# Problem details
Please write out exactly the lines from the opening of the listing through the line that holds "position:absolute; left:664px; top:170px;", including both, and nothing else; no pictures.

# Records for this task
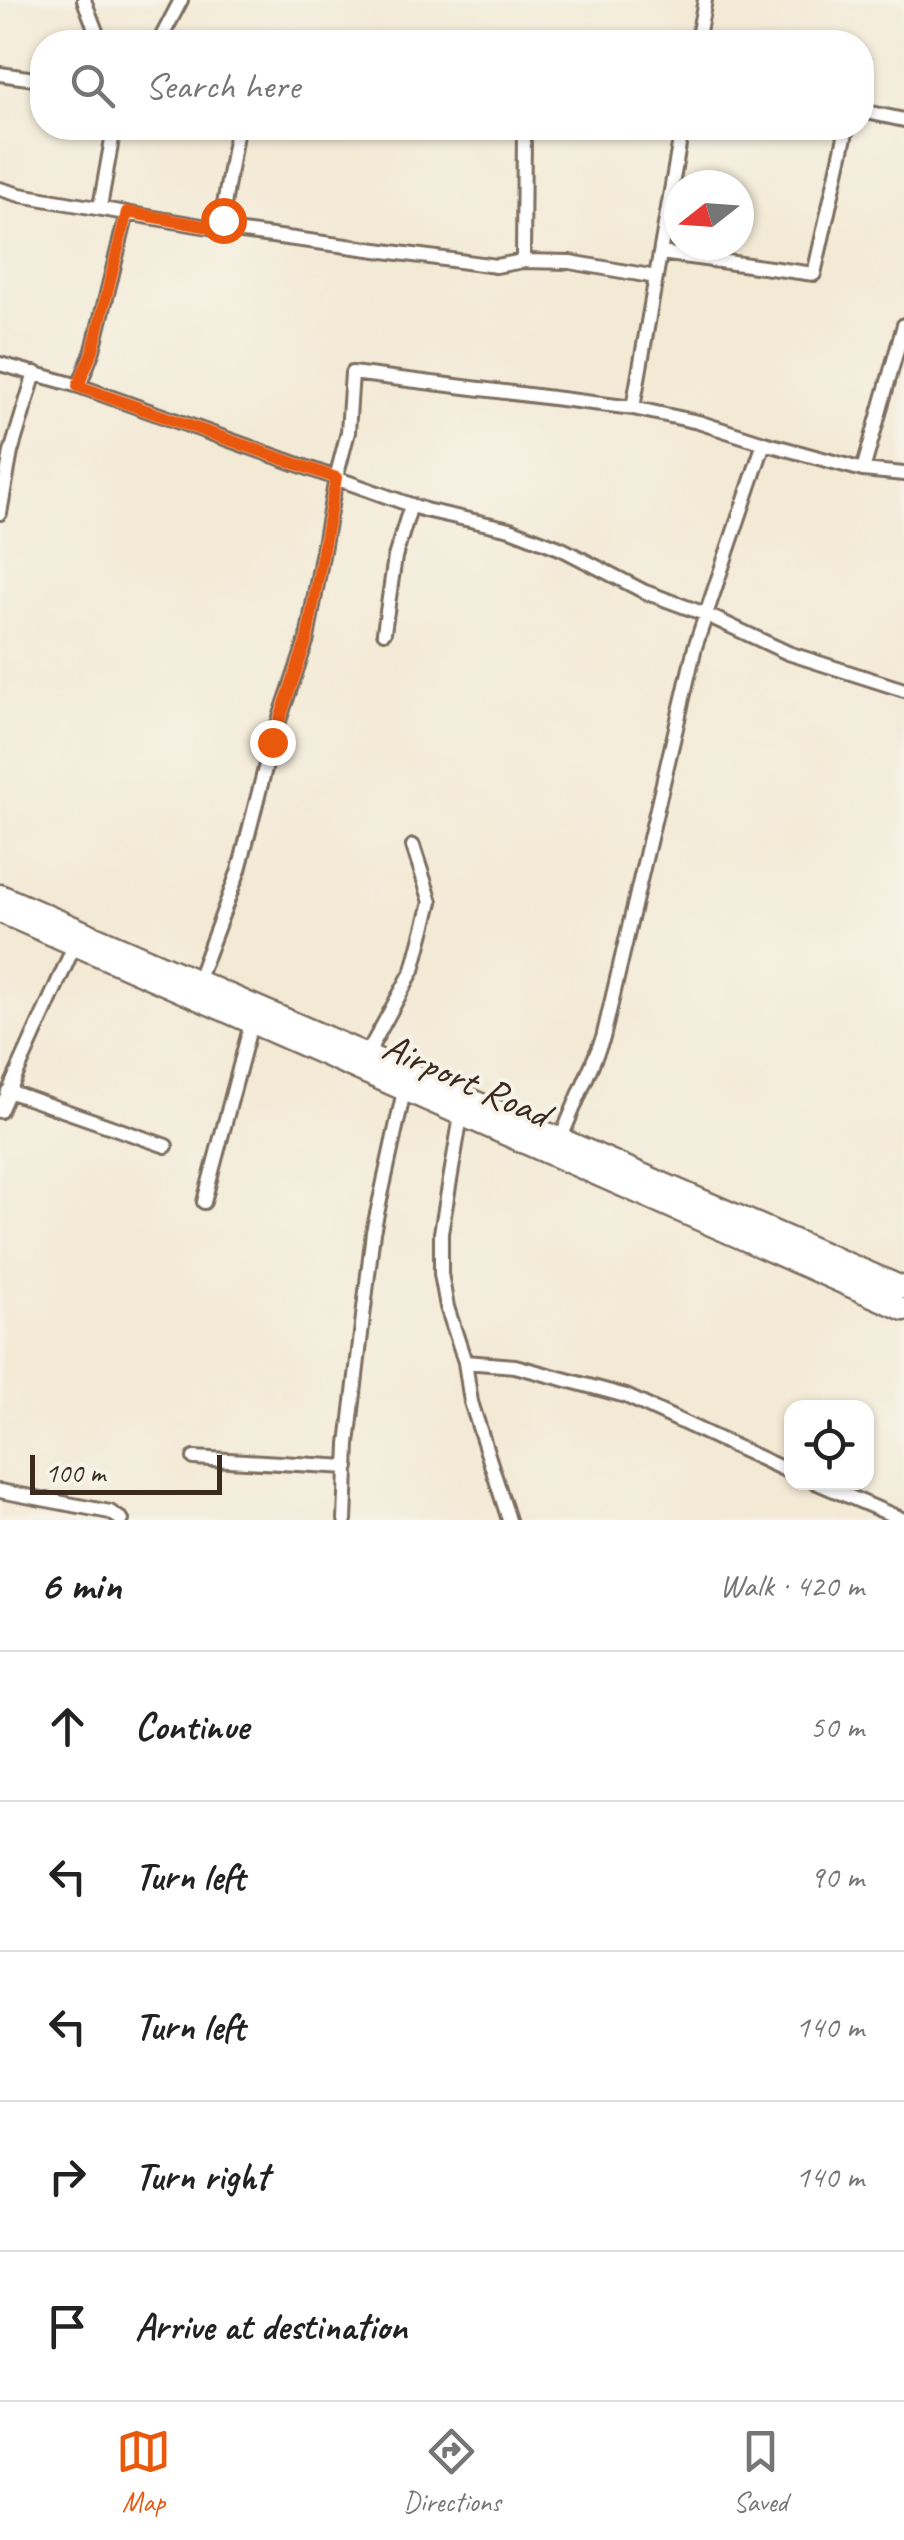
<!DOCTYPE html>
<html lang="en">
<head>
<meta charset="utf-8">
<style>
  :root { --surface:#fff; --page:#f2f2f2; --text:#222; --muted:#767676; --line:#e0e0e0; --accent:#ea580c }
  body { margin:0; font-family:Caveat,sans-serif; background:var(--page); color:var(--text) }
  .controls { position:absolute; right:30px; bottom:30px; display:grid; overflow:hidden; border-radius:20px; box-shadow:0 2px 8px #0004 }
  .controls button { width:90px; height:90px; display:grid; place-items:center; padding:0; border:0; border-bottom:2px solid var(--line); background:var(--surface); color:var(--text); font:50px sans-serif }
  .compass { position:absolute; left:664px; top:170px; width:90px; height:90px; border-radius:50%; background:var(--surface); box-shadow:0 2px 8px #0004; rotate:253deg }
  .scale { position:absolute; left:30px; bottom:25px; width:192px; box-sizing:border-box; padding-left:10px; border:5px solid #3b2a1e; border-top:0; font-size:28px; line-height:35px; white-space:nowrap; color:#3b2a1e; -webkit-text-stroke:8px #f7f3e8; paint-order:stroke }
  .stop { position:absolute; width:30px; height:30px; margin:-22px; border:8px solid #ea580c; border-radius:50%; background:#fff }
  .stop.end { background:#ea580c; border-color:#fff; box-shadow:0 2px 10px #0008 }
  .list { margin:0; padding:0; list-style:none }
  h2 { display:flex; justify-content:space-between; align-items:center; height:130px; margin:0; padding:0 40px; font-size:42px }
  h2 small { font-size:32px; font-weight:400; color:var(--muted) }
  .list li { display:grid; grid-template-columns:65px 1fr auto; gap:30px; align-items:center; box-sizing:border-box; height:150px; padding:0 40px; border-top:2px solid var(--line) }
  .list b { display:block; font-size:38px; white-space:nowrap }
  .list em { font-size:32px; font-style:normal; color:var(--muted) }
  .icon { flex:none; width:55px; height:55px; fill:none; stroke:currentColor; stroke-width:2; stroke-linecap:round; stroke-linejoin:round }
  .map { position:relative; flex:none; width:904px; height:1520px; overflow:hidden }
  .search { position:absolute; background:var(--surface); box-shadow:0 2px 8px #0004; left:30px; right:30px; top:30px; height:110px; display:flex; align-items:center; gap:25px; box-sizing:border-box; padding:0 35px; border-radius:40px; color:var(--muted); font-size:38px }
  .sheet { height:880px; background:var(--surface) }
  nav { display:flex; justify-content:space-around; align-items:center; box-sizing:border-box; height:140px; border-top:2px solid var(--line); background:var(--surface); font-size:28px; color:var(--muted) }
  nav a { display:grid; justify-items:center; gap:5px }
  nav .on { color:var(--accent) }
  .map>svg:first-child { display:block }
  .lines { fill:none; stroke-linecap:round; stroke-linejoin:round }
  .minor-casing { stroke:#7b6d5e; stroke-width:18 }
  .trunk-casing { stroke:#7b6d5e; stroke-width:25 }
  .minor { stroke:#fff; stroke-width:12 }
  .trunk { stroke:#fff; stroke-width:20 }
  .route { stroke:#ea580c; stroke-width:12 }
  .labels { text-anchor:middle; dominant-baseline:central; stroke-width:8; stroke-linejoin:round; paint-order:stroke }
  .street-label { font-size:40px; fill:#3b2a1e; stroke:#f7f3e8 }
</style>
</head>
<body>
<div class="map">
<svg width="904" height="1520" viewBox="0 0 904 1520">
  <rect width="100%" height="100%" fill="#f7f3e8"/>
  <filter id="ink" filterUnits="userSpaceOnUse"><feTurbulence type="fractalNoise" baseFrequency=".01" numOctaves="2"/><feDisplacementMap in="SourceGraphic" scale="20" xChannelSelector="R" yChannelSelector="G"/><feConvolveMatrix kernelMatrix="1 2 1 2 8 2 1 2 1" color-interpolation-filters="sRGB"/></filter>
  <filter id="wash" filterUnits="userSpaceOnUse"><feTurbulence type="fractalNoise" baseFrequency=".0048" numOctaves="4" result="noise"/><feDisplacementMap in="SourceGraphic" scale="40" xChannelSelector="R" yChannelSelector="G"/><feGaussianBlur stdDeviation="2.25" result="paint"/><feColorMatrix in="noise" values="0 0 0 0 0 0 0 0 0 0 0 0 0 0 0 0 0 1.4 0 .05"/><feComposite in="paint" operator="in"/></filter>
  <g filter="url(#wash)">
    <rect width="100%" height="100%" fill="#f3ead5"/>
  </g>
  <g filter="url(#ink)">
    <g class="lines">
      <g class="minor-casing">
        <path id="minor" d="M84,0L100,42
          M155,42H214
          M159,42L181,0
          M697,42L705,0
          M0,74L42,80
          M862,111L904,120
          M0,189L20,195L220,229L496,266L523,261L570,262L656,277
          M100,207L114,128
          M220,229L237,128
          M661,253L814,274L847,128
          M523,261L524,128
          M0,364L79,386L425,510L510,529L562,549L645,592L705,614L788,653L904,690
          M79,386L93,350L127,213
          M633,408L682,128
          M863,470L904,325
          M0,513L11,452L35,373
          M384,632L395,557L411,505
          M198,979L239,870L272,741L307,639L336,478L348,432L352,373L633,408L698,422L764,443
          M366,1056L413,970L431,902L413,846
          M8,1091L166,1146
          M0,1111L75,944
          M461,1116L441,1233V1274L447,1307L465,1362L471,1402L509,1520
          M558,1145L603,1038L695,647L764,443L863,470L904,474
          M204,1202L251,1024
          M465,1362L515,1366L626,1396L792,1473
          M194,1458L348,1467
          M815,1482L904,1520
          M0,1491L110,1512L122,1520
          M345,1520L348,1444L373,1232L404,1091"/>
      </g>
      <g class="trunk-casing">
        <path id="trunk" d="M0,895L904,1288
          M0,912L904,1310"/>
      </g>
      <use href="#minor" class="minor"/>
      <use href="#trunk" class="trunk"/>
    </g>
  </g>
  <g class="lines" filter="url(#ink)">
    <path class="route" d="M223,220L220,229L127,212L93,350L78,386L336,478L307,639L272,742"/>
  </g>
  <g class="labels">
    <g class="street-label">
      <text transform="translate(466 1080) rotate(24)">Airport Road</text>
    </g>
  </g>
</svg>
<div class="controls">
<button><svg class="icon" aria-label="locate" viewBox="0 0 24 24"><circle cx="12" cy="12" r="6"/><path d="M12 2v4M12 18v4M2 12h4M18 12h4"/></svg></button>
</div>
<svg class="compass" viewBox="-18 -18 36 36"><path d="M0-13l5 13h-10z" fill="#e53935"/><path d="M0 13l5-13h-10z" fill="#767676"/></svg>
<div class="scale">100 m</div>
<div class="stop" style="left:223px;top:220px"></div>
<div class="stop end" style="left:272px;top:742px"></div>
<div class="search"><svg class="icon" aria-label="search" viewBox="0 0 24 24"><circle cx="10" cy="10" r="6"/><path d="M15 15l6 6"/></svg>Search here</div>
</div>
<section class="sheet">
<h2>6 min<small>Walk · 420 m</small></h2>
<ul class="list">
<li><svg class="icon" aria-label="ahead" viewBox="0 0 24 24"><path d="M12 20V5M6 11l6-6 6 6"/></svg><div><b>Continue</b></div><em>50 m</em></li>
<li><svg class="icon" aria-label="left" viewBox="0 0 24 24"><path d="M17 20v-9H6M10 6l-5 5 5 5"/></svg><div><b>Turn left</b></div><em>90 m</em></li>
<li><svg class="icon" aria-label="left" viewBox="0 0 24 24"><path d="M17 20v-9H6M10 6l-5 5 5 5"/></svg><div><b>Turn left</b></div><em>140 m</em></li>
<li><svg class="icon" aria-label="right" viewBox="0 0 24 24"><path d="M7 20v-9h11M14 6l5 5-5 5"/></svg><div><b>Turn right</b></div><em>140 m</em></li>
<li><svg class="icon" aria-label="arrive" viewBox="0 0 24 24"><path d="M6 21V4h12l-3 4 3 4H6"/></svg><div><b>Arrive at destination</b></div></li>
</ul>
</section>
<nav>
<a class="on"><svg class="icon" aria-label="map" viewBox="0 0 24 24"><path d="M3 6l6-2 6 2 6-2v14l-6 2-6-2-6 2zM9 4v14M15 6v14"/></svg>Map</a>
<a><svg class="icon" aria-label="directions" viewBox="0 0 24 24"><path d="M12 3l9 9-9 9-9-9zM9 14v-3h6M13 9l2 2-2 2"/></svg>Directions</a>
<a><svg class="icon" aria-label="saved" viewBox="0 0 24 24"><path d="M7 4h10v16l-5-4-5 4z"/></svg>Saved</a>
</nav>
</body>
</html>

# Response to the task
<!DOCTYPE html>
<html lang="en">
<head>
<meta charset="utf-8">
<style>
  :root { --surface:#fff; --page:#f2f2f2; --text:#222; --muted:#767676; --line:#e0e0e0; --accent:#ea580c }
  body { margin:0; font-family:Caveat,sans-serif; background:var(--page); color:var(--text) }
  .controls { position:absolute; right:30px; bottom:30px; display:grid; overflow:hidden; border-radius:20px; box-shadow:0 2px 8px #0004 }
  .controls button { width:90px; height:90px; display:grid; place-items:center; padding:0; border:0; border-bottom:2px solid var(--line); background:var(--surface); color:var(--text); font:50px sans-serif }
  .compass { position:absolute; left:664px; top:170px; width:90px; height:90px; border-radius:50%; background:var(--surface); box-shadow:0 2px 8px #0004; rotate:253deg }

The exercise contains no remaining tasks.